The Real DealJuly 01, 2012Between the lion’s head doorknocker, ornate stone fireplaces and pastel-colored parlor, the mansion at 973 Fifth Avenue looks like something out of an Edith Wharton novel.
But its $42 million contract price, reported late last month after the home spent a year on the market with Brown Harris Stevens’s Paula Del Nunzio, is decidedly contemporary.
The deal is the latest in a string of eye-popping sales in the last quarter that, some brokers say, has prompted sellers at the high end to test their luck with listings priced above $20 million — whether the properties are worth it or not.
“There is a marked increase in the number of $20 million-plus listings, but it seems that many lack the appropriate ‘trophy property’ status necessary to justify the hefty price tag,” said Mickey Conlon, a senior vice president at the brokerage Core. “It appears as if many owners who don’t necessarily need to sell are recklessly trying their luck at unrealistic prices. Would it be unfair to call it Russian roulette?”
This phenomenon is surfacing even as year-over-year Manhattan home sales have remained flat, and entry-level apartments have gained a greater share of the market, according to the latest figures from Prudential Douglas Elliman.
In the second quarter of 2012, there were 2,647 sales of Manhattan condos and co-ops — a 14.5 percent increase over the previous quarter, but unchanged from the same period last year.

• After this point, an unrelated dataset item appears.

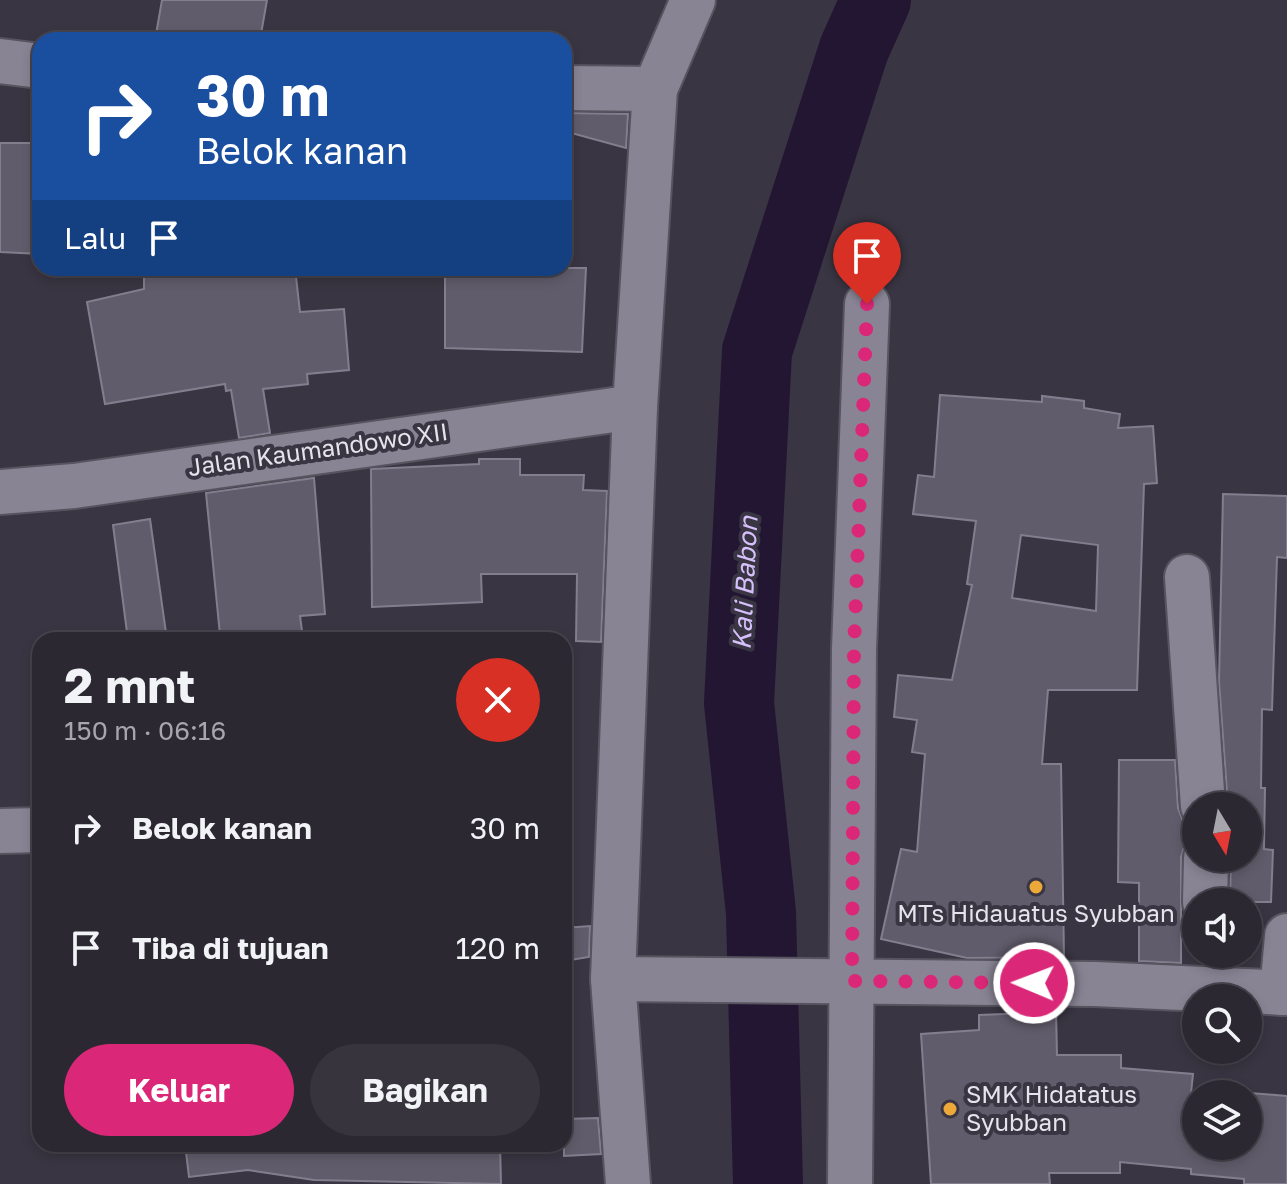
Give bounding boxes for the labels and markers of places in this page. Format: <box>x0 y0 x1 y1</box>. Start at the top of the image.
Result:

The median price dropped 2.5 percent, to $829,000, from the second quarter of 2011.
Appraiser Jonathan Miller of Miller Samuel, who prepared the Elliman report, attributed the drop in prices to the high volume of entry-level units and co-ops — which tend to fetch lower prices than condos — that sold in the last three months.
“More first-time buyers moved into the housing market seeking relief from rising rents and taking advantage of falling mortgage rates,” Miller said.
That characterization is unlikely to surprise many brokers, given the oft-cited influx of buyers last season who were willing to jump on available properties.
“People understand that the market is heating up, the inventory is drying [up] and the deals are harder to come by,” said Yukyong “Kianna” Choi, a vice president with Bond New York.
At the high end, the flurry of headlines devoted to mega-deals, combined with the perception of money pouring into the Manhattan housing market from overseas, has given some sellers an even greater sense of confidence.
“Sellers and their agents are recognizing this demand [for high-end residences] and are aggressively targeting numbers previously unseen in the market,” said Corcoran Sunshine Marketing Group’s Loretta Shanahan-Bradbury, the director of sales at Manhattan House. She noted that there are currently seven listings on the market in Manhattan for more than $50 million, up from three at this time last year.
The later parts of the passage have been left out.